● **Your objective**
Which lines in the entries below contain the string "linecap"? Show each of them in full.

● **The data**
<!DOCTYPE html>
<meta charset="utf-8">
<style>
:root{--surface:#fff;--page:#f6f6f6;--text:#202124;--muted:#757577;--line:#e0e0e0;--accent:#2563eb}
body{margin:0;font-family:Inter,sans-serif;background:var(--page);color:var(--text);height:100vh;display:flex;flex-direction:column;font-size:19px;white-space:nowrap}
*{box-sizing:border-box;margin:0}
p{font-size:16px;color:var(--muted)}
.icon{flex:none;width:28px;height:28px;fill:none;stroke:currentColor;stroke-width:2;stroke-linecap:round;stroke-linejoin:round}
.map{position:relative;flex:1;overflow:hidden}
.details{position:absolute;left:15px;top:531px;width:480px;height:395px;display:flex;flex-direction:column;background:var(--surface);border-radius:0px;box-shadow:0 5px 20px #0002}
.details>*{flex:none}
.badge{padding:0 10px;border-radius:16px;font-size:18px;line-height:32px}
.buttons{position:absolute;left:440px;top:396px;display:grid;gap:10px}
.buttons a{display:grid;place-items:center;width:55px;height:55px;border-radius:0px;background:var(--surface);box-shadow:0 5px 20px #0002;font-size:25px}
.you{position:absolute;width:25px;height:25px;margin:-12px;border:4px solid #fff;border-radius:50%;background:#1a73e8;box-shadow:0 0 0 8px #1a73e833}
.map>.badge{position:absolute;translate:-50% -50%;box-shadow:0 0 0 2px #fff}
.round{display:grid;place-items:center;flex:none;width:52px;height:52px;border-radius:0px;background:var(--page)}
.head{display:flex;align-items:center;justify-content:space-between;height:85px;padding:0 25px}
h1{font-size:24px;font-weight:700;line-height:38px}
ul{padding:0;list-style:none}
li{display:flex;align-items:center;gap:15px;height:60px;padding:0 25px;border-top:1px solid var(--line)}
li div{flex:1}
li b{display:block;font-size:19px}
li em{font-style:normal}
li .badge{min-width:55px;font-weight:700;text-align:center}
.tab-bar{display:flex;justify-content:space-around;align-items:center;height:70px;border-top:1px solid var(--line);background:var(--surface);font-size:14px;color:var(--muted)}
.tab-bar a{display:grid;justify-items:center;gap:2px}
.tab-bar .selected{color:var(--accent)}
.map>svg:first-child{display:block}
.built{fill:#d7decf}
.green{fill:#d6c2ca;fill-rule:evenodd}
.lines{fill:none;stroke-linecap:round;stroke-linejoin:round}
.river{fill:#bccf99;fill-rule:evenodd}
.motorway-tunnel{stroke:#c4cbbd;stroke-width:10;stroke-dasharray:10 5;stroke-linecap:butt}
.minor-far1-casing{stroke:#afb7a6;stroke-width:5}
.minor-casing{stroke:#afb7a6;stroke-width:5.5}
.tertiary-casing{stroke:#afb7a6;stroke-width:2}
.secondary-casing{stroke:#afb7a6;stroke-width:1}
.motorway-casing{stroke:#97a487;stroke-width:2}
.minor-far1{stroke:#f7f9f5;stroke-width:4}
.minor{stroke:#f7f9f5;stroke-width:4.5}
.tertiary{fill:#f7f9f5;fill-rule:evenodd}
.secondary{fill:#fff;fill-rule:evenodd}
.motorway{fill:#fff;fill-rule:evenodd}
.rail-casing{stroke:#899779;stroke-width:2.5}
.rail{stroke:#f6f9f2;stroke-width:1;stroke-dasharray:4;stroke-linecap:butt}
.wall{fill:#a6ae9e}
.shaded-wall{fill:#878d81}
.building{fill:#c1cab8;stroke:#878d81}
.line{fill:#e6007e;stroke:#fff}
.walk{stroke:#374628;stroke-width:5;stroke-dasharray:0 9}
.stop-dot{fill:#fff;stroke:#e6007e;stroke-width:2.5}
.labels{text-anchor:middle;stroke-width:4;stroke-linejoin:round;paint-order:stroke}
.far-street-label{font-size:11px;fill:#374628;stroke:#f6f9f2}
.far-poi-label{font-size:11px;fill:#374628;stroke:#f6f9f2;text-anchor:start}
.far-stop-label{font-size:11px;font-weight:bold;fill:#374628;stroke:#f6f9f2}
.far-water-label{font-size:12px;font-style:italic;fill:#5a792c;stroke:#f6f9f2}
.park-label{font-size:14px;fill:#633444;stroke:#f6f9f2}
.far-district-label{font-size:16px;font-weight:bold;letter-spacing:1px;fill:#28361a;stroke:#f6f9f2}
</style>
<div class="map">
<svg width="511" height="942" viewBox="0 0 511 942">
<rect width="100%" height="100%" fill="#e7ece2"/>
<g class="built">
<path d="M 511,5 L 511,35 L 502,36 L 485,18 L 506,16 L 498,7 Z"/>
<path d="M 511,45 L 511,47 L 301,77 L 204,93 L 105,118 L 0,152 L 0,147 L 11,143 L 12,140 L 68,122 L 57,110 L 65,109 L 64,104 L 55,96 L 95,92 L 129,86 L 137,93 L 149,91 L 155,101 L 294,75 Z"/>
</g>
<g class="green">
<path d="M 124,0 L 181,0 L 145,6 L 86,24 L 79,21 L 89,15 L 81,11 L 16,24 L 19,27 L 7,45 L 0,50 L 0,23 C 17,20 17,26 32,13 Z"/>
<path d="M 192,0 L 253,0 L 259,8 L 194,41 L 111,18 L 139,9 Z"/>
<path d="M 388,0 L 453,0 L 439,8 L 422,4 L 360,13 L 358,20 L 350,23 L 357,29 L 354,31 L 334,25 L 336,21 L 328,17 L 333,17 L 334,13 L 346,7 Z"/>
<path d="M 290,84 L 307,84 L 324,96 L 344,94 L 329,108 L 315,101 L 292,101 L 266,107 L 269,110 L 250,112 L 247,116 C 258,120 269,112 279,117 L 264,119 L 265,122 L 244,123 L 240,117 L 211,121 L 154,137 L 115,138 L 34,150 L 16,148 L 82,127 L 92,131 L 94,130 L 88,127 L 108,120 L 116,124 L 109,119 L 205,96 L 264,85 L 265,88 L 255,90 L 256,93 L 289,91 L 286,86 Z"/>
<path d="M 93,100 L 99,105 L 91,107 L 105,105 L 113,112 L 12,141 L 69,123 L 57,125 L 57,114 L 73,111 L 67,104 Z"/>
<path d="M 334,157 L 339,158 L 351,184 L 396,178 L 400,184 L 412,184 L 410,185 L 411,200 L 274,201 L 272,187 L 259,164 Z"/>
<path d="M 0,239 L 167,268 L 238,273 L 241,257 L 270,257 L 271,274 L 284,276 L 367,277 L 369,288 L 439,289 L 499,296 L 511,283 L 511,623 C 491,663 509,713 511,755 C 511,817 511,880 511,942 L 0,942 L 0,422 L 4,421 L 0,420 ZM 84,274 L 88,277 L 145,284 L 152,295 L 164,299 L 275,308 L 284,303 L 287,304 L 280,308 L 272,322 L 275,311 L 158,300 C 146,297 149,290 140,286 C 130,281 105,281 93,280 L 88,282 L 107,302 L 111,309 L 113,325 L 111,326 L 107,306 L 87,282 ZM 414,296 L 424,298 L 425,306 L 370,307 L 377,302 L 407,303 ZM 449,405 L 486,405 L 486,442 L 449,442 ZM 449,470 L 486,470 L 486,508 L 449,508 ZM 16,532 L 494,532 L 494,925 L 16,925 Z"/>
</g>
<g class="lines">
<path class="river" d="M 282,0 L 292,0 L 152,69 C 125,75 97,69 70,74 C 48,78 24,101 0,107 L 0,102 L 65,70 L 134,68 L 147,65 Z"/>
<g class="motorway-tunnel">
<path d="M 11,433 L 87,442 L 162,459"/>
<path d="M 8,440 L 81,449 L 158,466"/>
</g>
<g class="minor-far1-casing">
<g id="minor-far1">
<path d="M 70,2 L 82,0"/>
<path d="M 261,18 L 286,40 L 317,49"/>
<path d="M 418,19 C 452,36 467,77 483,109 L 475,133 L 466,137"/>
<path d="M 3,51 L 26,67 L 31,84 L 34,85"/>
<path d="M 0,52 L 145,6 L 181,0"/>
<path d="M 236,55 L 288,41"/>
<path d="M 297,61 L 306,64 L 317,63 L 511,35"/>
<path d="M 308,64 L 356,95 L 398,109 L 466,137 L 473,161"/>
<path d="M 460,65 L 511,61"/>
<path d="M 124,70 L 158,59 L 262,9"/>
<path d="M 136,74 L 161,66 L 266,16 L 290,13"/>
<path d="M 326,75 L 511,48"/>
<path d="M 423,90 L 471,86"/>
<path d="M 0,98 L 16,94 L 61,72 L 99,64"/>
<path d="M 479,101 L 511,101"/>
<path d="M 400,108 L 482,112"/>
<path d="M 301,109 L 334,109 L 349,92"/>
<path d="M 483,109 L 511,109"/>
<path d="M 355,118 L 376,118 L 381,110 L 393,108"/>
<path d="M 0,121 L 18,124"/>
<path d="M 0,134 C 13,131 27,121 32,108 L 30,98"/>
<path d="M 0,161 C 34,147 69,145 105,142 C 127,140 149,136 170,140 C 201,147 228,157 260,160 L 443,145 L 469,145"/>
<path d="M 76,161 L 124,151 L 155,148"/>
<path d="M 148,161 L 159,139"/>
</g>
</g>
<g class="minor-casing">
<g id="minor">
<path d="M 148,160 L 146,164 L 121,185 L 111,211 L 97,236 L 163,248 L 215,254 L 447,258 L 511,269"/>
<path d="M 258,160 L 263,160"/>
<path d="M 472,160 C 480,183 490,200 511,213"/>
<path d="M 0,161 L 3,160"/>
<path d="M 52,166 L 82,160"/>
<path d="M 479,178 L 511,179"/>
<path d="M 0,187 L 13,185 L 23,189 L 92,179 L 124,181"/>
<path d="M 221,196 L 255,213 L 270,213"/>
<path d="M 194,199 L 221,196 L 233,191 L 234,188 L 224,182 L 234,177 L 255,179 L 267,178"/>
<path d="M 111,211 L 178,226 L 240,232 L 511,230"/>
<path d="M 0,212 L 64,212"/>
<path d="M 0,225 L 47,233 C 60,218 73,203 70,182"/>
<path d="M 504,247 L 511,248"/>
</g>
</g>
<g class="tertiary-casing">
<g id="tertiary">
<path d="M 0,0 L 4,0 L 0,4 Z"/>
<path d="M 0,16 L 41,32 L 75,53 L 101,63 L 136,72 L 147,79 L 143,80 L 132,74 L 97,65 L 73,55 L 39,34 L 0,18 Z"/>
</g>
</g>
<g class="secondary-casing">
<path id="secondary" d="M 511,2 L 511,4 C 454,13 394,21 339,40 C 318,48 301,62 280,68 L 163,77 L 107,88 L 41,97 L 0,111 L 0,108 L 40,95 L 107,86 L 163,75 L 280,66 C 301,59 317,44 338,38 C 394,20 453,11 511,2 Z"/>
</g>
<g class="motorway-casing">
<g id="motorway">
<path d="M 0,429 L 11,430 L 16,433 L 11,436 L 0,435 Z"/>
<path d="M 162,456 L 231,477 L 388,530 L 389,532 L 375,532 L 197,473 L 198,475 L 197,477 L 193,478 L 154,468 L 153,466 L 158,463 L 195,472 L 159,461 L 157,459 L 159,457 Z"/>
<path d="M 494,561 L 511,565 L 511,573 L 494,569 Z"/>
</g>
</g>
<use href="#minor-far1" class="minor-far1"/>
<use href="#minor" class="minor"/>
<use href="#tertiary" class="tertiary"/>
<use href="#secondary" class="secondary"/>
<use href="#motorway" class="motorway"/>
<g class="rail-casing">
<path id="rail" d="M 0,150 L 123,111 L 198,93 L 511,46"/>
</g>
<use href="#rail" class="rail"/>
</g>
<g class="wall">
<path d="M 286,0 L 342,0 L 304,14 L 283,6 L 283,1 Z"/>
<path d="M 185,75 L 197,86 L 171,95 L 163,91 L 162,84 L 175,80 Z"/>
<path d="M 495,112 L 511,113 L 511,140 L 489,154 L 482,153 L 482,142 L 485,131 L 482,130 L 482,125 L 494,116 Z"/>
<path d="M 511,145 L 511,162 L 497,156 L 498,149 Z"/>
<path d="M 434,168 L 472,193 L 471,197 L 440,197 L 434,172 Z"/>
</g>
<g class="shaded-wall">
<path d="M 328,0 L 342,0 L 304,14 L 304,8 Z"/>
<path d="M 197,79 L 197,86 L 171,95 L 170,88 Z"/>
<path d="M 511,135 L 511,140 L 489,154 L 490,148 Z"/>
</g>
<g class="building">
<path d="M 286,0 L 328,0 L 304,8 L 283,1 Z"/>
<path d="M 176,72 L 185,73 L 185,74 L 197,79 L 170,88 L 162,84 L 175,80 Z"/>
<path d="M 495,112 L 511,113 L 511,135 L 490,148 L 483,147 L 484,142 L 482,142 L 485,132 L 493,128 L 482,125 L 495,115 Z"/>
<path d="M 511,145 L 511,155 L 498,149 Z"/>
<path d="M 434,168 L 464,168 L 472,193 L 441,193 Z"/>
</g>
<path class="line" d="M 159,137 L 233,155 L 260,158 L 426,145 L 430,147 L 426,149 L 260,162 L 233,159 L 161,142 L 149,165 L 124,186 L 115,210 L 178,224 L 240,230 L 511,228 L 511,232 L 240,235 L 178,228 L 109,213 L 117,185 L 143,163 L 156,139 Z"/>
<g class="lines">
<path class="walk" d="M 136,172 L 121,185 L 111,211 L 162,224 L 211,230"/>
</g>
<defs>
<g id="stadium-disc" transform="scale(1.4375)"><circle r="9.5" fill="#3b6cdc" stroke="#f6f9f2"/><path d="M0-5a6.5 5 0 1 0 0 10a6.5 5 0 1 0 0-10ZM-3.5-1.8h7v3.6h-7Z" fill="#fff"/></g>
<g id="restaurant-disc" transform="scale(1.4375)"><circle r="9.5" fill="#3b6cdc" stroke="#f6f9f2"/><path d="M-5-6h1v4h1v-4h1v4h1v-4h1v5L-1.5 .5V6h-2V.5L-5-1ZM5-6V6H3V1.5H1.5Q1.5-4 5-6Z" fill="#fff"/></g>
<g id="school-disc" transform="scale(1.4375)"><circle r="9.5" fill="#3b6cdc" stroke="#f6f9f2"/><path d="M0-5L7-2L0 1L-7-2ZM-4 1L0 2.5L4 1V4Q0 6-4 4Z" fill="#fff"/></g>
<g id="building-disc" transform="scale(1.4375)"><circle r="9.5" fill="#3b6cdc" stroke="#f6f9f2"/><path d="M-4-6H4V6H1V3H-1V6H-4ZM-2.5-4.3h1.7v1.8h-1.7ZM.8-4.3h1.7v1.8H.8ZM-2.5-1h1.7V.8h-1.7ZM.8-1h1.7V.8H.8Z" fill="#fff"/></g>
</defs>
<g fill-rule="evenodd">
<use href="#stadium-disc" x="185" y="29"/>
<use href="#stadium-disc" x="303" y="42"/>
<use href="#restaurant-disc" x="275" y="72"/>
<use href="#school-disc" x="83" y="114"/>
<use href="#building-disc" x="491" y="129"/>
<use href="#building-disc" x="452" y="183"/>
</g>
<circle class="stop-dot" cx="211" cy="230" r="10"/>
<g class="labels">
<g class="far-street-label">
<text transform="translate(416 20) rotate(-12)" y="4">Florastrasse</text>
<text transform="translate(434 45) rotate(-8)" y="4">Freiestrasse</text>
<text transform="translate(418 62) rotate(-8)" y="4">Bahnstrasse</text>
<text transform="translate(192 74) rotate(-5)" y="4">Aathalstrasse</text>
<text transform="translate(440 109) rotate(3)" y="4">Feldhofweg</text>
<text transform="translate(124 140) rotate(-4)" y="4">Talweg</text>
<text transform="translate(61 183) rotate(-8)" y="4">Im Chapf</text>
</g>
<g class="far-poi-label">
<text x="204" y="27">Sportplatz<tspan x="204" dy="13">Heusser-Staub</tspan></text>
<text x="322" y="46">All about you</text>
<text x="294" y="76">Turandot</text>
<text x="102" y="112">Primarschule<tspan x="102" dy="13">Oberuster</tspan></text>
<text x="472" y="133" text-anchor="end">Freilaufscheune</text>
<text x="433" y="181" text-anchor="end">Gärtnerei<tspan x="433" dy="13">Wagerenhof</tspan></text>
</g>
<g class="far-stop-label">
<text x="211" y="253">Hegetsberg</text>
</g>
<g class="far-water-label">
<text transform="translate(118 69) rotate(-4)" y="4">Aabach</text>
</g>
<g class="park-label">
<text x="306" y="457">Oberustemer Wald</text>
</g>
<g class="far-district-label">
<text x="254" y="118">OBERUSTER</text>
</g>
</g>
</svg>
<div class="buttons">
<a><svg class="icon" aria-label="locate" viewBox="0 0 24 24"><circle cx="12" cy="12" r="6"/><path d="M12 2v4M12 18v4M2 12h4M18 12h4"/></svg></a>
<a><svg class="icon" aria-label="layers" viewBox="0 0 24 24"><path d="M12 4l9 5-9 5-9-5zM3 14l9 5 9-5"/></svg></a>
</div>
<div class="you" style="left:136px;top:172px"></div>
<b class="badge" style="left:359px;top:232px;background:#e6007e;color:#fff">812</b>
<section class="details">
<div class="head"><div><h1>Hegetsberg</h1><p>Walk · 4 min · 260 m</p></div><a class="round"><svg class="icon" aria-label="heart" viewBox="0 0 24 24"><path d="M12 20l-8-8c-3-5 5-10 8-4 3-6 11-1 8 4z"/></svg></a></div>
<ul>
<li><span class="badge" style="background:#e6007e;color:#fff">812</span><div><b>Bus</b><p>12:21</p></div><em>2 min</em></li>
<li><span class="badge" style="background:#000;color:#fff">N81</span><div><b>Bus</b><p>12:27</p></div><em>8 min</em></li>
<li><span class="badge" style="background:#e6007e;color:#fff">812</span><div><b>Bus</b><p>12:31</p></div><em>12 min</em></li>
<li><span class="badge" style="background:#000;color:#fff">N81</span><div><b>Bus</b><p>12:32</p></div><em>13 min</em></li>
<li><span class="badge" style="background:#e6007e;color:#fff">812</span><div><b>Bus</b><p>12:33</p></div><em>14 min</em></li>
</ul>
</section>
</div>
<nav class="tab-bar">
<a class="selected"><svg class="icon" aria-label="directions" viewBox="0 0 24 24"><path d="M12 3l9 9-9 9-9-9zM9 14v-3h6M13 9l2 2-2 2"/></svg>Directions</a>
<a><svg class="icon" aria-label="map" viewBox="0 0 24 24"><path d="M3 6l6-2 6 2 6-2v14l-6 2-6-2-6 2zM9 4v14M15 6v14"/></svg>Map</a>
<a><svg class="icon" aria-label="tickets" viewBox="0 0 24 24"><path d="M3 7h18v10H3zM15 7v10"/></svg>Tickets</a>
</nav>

● **Your solution**
.icon{flex:none;width:28px;height:28px;fill:none;stroke:currentColor;stroke-width:2;stroke-linecap:round;stroke-linejoin:round}
.lines{fill:none;stroke-linecap:round;stroke-linejoin:round}
.motorway-tunnel{stroke:#c4cbbd;stroke-width:10;stroke-dasharray:10 5;stroke-linecap:butt}
.rail{stroke:#f6f9f2;stroke-width:1;stroke-dasharray:4;stroke-linecap:butt}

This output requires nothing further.